Collected data:
↓

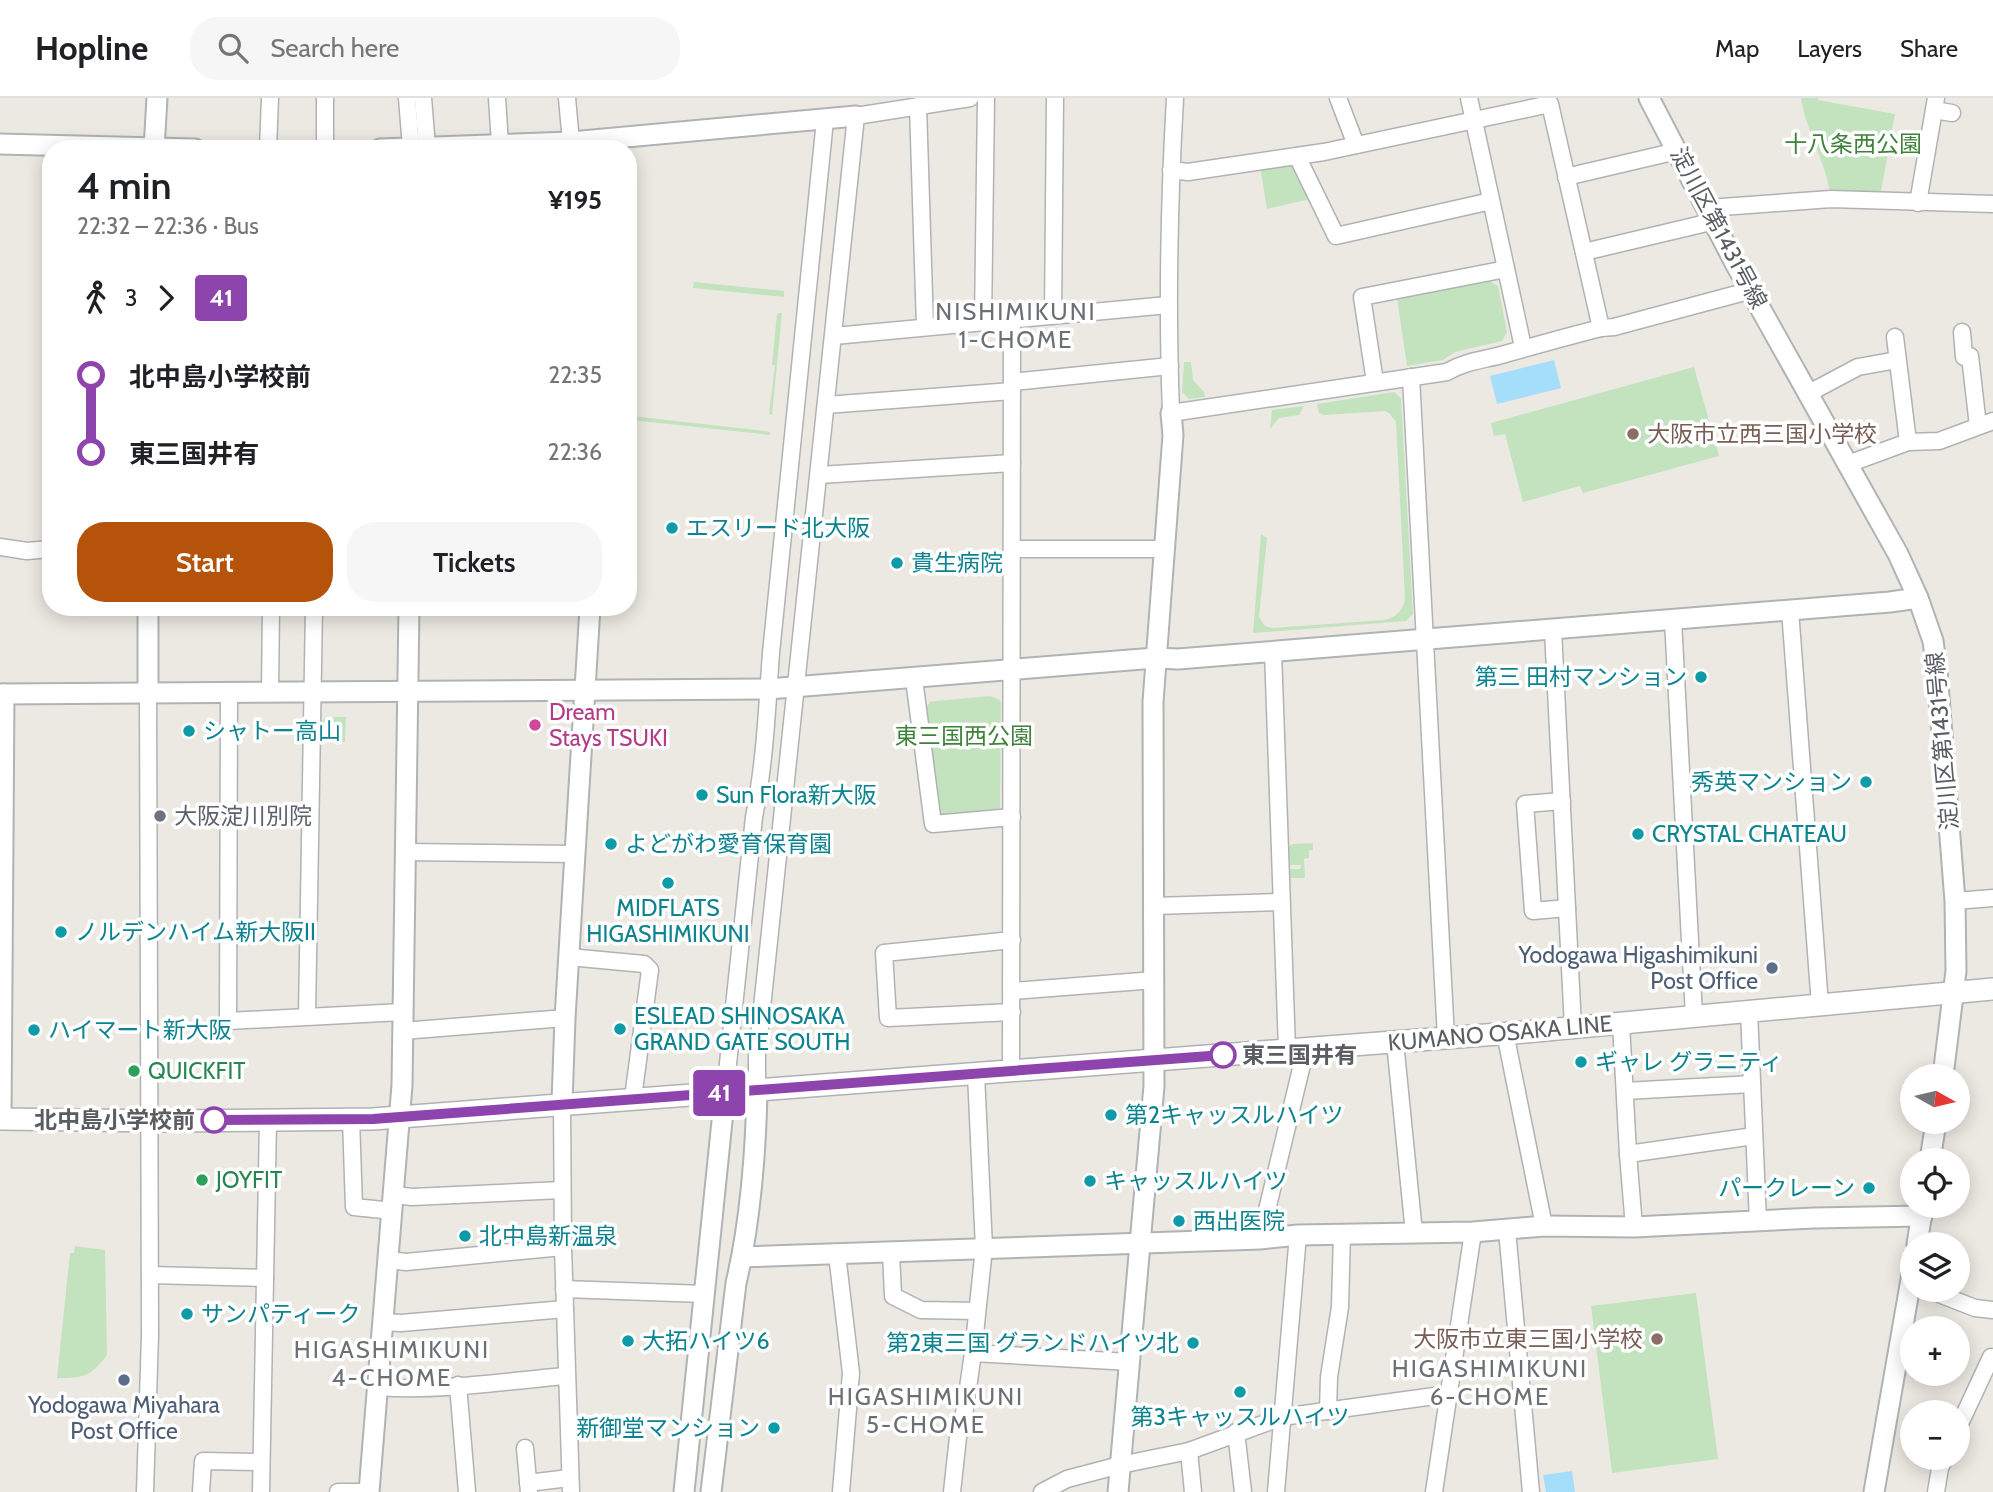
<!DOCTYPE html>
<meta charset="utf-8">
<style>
:root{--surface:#fff;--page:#f6f6f6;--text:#202124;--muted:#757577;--line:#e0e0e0;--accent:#b45309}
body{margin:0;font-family:Cabin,"Noto Sans JP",sans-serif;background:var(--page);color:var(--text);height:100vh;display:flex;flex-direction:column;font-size:26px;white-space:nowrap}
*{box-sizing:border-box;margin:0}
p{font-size:23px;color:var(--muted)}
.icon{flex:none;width:38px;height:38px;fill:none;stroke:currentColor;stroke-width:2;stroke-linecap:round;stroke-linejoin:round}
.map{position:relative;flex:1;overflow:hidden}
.details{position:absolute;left:42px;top:42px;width:595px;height:476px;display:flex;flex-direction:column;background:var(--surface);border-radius:28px;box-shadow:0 4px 18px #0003}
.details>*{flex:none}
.badge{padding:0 14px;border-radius:5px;font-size:24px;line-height:46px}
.needle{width:46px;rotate:98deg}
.tools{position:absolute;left:1900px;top:966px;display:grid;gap:14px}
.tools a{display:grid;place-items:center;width:70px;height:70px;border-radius:50%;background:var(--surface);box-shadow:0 4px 18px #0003;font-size:35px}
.map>.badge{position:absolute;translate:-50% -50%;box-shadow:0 0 0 4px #fff}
.legs{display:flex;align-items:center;gap:10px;height:77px;padding:0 35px;font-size:23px}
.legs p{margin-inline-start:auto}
.overview{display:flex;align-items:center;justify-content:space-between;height:119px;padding:0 35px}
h1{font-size:38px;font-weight:600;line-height:52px}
.button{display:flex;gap:14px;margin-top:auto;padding:14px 35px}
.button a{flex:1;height:80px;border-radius:28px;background:var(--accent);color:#fff;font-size:28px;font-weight:600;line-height:80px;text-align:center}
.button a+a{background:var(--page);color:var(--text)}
ul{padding:0 35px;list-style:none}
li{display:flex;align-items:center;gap:24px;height:77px;font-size:26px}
li i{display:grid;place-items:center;width:10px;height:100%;margin:0 9px;background:currentColor}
li i::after{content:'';width:18px;height:18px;margin:-9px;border:5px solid;border-radius:50%;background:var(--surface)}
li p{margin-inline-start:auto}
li:first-child i{background:linear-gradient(#0000 50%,currentColor 0)}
li:last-child i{background:linear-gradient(currentColor 50%,#0000 0)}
header{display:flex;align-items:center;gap:42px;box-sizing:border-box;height:98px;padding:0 35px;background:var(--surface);border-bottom:2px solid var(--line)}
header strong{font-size:33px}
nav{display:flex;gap:38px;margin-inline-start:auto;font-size:24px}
.search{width:490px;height:63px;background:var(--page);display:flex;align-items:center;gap:18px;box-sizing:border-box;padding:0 24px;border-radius:28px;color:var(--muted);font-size:26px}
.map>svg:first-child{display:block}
.green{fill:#c3e3bf}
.water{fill:#a4defa}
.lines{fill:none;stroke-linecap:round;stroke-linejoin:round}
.minor-casing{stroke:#afb3b6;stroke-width:19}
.tertiary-casing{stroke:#afb3b6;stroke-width:23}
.secondary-casing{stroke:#aeb2b6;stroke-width:24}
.minor{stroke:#fff;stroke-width:16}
.tertiary{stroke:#fff;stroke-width:19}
.secondary{stroke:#fff;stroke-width:21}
.line-1-casing{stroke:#fff;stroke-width:16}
.line-1{stroke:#8e44ad;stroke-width:10}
.education-dot{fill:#8d6e63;stroke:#fff;stroke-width:2.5}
.culture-dot{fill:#0f9aa8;stroke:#fff;stroke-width:2.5}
.hotel-dot{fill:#d1479c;stroke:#fff;stroke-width:2.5}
.worship-dot{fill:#6b7280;stroke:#fff;stroke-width:2.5}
.service-dot{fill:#5c6f8a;stroke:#fff;stroke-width:2.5}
.stop-1-dot{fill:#fff;stroke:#8e44ad;stroke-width:3.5}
.leisure-dot{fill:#2e9e5b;stroke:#fff;stroke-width:2.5}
.labels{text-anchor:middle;stroke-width:7;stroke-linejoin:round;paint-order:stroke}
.park-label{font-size:23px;fill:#3e8239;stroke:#fff}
.street-label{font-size:23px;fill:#5a5e62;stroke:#fff}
.education-label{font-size:23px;fill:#785e54;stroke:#fff;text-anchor:start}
.culture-label{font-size:23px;fill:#0d838f;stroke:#fff;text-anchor:start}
.hotel-label{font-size:23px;fill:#b23c85;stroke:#fff;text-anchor:start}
.worship-label{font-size:23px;fill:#5b616d;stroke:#fff;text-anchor:start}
.service-label{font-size:23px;fill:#4e5e75;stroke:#fff;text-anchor:end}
.stop-label{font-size:23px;font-weight:bold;fill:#5a5e62;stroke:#fff;text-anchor:start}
.leisure-label{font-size:23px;fill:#27864d;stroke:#fff;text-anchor:start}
.neighbourhood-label{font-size:24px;letter-spacing:2px;fill:#6b7074;stroke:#fff}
</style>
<header>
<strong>Hopline</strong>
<div class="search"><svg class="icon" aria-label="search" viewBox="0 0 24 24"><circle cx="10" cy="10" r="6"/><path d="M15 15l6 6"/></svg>Search here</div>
<nav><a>Map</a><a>Layers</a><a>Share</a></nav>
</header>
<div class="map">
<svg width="1993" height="1394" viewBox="0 0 1993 1394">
<rect width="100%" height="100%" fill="#ece9e2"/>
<g class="green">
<path d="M1801,0H1818V2L1895,16L1880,99L1830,95C1825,61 1806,33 1801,0Z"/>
<path d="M1291,65L1310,101L1267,111L1260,68Z"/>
<path d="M1489,183L1498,188L1507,234L1502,243L1455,254L1443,262L1407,268L1397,200Z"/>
<path d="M694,184L784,193V199L693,190Z"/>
<path d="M780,215H782L772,317L769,316L775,267H772L777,216Z"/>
<path d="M1184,264H1191L1193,282L1204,294L1205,299L1189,301L1182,294Z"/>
<path d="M1694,269L1719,358L1583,395L1580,388L1523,404L1505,336L1494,338L1491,325Z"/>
<path d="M1394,294L1401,300L1413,516L1406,523L1253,535L1261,436L1267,440L1259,519L1265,528L1272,530L1384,522C1395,520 1403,513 1405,501L1396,324L1390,316L1385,313L1324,317L1319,315L1317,306Z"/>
<path d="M1304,308L1299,317L1279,320L1270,331L1272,312Z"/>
<path d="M631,318L757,332L770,334V337L631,322Z"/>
<path d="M990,598L1000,602L1001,605L1000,709L995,716L946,720L940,717L924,613L930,604L936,603Z"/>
<path d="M326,619H346L345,644L320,643L321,624Z"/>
<path d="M1313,745V752H1309V760L1304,761L1305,780H1290V771H1300L1301,767H1290L1289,749L1292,746Z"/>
<path d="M75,1148L105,1152L107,1257C90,1279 84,1280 57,1280L70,1155H74Z"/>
<path d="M1696,1195L1718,1361L1612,1375L1591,1208Z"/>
</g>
<g class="water">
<path d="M1554,262L1561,290L1497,306L1490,278Z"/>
<path d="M1572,1373L1575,1394H1546L1543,1377Z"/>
</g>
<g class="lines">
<g class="minor-casing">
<g id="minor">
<path d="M325,0V51"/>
<path d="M407,0L411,49"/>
<path d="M423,0L427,49"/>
<path d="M497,0L500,46"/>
<path d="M567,0L571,44"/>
<path d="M1175,0C1169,105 1167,210 1171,315L1447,274C1465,263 1484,262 1505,256C1537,247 1569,238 1601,230L1614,229L1752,192"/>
<path d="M1338,0L1356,47"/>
<path d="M1469,0L1523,249"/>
<path d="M918,8L925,229"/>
<path d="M1934,12L1952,15"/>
<path d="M268,51L270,0"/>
<path d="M1297,58L1336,138L1491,103"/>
<path d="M1171,72L1188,74L1324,54L1550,6L1601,230"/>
<path d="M1566,79L1677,53"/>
<path d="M1918,105L1936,0"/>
<path d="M1708,110L1831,101L1993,106"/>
<path d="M1584,154L1715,123"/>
<path d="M1053,218L1055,0"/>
<path d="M983,224L986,0"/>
<path d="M1962,234L1964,259L1970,258L1978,328"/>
<path d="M834,238L1168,207"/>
<path d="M1895,239L1908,344"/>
<path d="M1411,279L1446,940"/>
<path d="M1012,284L1170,268"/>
<path d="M1375,284L1362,199L1506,171"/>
<path d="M1809,295L1858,269L1897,262"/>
<path d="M826,307L1012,293"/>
<path d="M1848,366L1908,344L1939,343L1993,323"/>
<path d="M819,377L1012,365"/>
<path d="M0,449L27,453L51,451"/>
<path d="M1013,451H1163"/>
<path d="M1790,512L1820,907"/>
<path d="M1673,522L1694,918"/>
<path d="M1553,532L1573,929"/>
<path d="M1273,553L1287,952"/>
<path d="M914,581L933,726L1012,719"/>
<path d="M229,595L228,923L402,914"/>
<path d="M270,595L271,509"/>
<path d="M1562,703L1525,706L1533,813L1567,810"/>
<path d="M405,754L575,756"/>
<path d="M1955,803L1993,800"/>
<path d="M1155,808L1281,804"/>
<path d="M569,859L644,866L650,872L633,1000"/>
<path d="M1012,893L1155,882"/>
<path d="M1749,913L1758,1124"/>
<path d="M1012,914L888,920L884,855L1012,842"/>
<path d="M307,918L314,509"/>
<path d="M1621,925L1628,1056L1634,1129"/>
<path d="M402,933L565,920"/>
<path d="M1505,935L1544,1128"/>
<path d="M1395,944L1414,1135"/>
<path d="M1011,973L1012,221"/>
<path d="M757,992V957L856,18L970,0"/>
<path d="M1625,993L1752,986"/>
<path d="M725,994L754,719C765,664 767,610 771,555L825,22"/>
<path d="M562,1005L563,1149L571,1394"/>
<path d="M351,1021L354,1109L393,1113"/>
<path d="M1628,1056L1754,1038"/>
<path d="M394,1097L412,1099L562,1092"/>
<path d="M1507,1132L1531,1394"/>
<path d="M1260,1141L1306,950"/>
<path d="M891,1154L893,1198L921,1212L977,1213"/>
<path d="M837,1156L851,1275L841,1394"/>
<path d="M389,1162L406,1164L563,1149"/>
<path d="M150,1177L265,1180"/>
<path d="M564,1191L704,1196"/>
<path d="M1929,1192L1975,1210L1993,1212"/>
<path d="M383,1224L401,1225L565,1211"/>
<path d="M973,1255L1130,1264"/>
<path d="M458,1287L467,1394"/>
<path d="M378,1289C440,1294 505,1283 566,1278"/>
<path d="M1328,1313L1329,1279L1340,1209L1342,1136"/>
<path d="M1958,1330L1991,1259L1993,1260"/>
<path d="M1236,1334L1243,1394"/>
<path d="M525,1350L529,1394"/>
<path d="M1189,1353L1193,1394"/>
<path d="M528,1385L569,1380"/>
<path d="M145,1394L150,1237L148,596"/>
<path d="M201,1394L203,1363L261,1364"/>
<path d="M261,1394L268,1022"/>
<path d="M338,1394H362"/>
<path d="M952,1394L958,1339L965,1311L973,1255L984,1150L976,976"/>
<path d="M1042,1394L1067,1381L1120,1367L1189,1353L1282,1319L1449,1296"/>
<path d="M1276,1394L1298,1137"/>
<path d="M1434,1394L1473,1134"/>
<path d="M1936,1394L1940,1370L1945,1360"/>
</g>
</g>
<g class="tertiary-casing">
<g id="tertiary">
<path d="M1649,0L1736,167L1898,456L1918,500L1933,543L1937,573L1955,803L1956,873L1943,978"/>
<path d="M0,46L195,51"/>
<path d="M154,51L157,0"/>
<path d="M380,51L571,44L856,18"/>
<path d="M148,509V596"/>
<path d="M0,596L768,591L1155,560L1178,561L1890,504L1918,500"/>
<path d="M562,1005L565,920L590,509"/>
<path d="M1,1021L4,596"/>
<path d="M1930,1062L1936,1024"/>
<path d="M1917,1146L1923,1108"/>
<path d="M742,1159L1260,1141L1298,1137L1473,1134L1544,1128L1634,1129L1814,1120L1922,1118"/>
<path d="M369,1394L402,987L409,509"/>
<path d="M684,1394L725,994"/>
<path d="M711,1394L736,1185C750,1127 756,1052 757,992"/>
<path d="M1118,1394L1154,988L1153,604L1173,337L1171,315"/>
<path d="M1874,1394L1913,1170"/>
</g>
</g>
<g class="secondary-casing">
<path id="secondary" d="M0,1021L166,1023L373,1021L1525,934L1993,891"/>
</g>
<use href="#minor" class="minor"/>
<use href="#tertiary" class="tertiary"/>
<use href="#secondary" class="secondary"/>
</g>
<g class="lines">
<g class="line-1-casing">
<path id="line-1" d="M214,1022L373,1021L1223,957"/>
</g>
<use href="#line-1" class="line-1"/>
</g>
<g class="education-dot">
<circle cx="1633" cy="336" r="7"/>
<circle cx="1657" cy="1241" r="7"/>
</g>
<g class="culture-dot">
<circle cx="672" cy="430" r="7"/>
<circle cx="897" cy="465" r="7"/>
<circle cx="1701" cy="579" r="7"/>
<circle cx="189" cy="633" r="7"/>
<circle cx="1866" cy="684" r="7"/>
<circle cx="702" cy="697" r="7"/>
<circle cx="1638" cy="736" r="7"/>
<circle cx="611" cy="746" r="7"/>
<circle cx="668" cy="785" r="7"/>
<circle cx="61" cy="834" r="7"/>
<circle cx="620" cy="931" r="7"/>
<circle cx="34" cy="932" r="7"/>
<circle cx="1581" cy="964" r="7"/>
<circle cx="1111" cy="1017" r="7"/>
<circle cx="1090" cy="1083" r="7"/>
<circle cx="1869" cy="1090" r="7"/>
<circle cx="1179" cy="1123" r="7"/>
<circle cx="465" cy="1138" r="7"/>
<circle cx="187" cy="1216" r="7"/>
<circle cx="628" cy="1243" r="7"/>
<circle cx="1193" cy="1245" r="7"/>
<circle cx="1240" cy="1294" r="7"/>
<circle cx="774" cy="1330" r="7"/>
</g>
<circle class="hotel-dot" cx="535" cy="627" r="7"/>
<circle class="worship-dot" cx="160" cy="718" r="7"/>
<g class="service-dot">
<circle cx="1772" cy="870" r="7"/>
<circle cx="124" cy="1282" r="7"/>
</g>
<g class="stop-1-dot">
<circle cx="1223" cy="957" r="12"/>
<circle cx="214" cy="1022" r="12"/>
</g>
<g class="leisure-dot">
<circle cx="134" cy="973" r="7"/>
<circle cx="202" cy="1082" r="7"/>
</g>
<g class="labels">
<g class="park-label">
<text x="1853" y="54">十八条西公園</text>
<text x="964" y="646">東三国西公園</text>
</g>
<g class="street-label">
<text transform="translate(1719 130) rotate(62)" y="8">淀川区第1431号線</text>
<text transform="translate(1942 643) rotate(-95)" y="8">淀川区第1431号線</text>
<text transform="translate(1500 935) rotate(-5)" y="8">KUMANO OSAKA LINE</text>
</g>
<g class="education-label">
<text x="1647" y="344">大阪市立西三国小学校</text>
<text x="1643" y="1249" text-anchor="end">大阪市立東三国小学校</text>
</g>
<g class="culture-label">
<text x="686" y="438">エスリード北大阪</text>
<text x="911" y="473">貴生病院</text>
<text x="1687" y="587" text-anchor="end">第三 田村マンション</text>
<text x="203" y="641">シャトー高山</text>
<text x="1852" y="692" text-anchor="end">秀英マンション</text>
<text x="716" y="705">Sun Flora新大阪</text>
<text x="1652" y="744">CRYSTAL CHATEAU</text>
<text x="625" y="754">よどがわ愛育保育園</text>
<text x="668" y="818" text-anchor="middle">MIDFLATS<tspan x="668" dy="26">HIGASHIMIKUNI</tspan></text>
<text x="75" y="842">ノルデンハイム新大阪II</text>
<text x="634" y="926">ESLEAD SHINOSAKA<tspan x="634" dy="26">GRAND GATE SOUTH</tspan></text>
<text x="48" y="940">ハイマート新大阪</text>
<text x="1595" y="972">ギャレ グラニティ</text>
<text x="1125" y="1025">第2キャッスルハイツ</text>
<text x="1104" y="1091">キャッスルハイツ</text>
<text x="1855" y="1098" text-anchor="end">パークレーン</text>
<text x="1193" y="1131">西出医院</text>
<text x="479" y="1146">北中島新温泉</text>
<text x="201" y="1224">サンパティーク</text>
<text x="642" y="1251">大拓ハイツ6</text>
<text x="1179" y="1253" text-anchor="end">第2東三国 グランドハイツ北</text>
<text x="1240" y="1327" text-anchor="middle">第3キャッスルハイツ</text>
<text x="760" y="1338" text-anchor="end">新御堂マンション</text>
</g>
<g class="hotel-label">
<text x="549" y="622">Dream<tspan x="549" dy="26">Stays TSUKI</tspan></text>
</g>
<g class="worship-label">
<text x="174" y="726">大阪淀川別院</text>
</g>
<g class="service-label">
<text x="1758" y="865">Yodogawa Higashimikuni<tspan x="1758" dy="26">Post Office</tspan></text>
<text x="124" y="1315" text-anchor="middle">Yodogawa Miyahara<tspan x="124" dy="26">Post Office</tspan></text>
</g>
<g class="stop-label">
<text x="1242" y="965">東三国井有</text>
<text x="195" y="1030" text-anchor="end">北中島小学校前</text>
</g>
<g class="leisure-label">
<text x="148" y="981">QUICKFIT</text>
<text x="216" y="1090">JOYFIT</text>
</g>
<g class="neighbourhood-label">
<text x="1016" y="222">NISHIMIKUNI<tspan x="1016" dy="28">1-CHOME</tspan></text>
<text x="392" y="1260">HIGASHIMIKUNI<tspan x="392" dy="28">4-CHOME</tspan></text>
<text x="1490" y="1279">HIGASHIMIKUNI<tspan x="1490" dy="28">6-CHOME</tspan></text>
<text x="926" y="1307">HIGASHIMIKUNI<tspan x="926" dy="28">5-CHOME</tspan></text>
</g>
</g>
</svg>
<div class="tools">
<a><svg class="needle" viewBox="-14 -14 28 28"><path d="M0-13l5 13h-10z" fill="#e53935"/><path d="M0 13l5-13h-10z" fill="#757577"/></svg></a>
<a><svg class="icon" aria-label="locate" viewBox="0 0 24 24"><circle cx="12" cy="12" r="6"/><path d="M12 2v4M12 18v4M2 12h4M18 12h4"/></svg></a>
<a><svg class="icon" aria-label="layers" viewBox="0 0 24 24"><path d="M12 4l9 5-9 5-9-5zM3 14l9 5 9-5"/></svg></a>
<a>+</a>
<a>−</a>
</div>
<b class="badge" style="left:719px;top:995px;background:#8e44ad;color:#fff">41</b>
<section class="details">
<div class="overview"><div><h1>4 min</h1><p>22:32 – 22:36 · Bus</p></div><b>¥195</b></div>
<div class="legs"><svg class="icon" aria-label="walk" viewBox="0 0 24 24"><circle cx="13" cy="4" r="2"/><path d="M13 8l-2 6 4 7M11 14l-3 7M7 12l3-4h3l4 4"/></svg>3<svg class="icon" aria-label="forward" viewBox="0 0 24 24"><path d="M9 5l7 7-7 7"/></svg><b class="badge" style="background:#8e44ad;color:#fff">41</b></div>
<ul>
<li><i style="color:#8e44ad"></i><b>北中島小学校前</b><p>22:35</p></li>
<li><i style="color:#8e44ad"></i><b>東三国井有</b><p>22:36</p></li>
</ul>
<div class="button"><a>Start</a><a>Tickets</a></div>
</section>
</div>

↑

*WHAT TO WORK ON*.
Determine how many lines in the data above contain the string "linecap". Give nothing except the number.

*RESPONSE AREA*.
2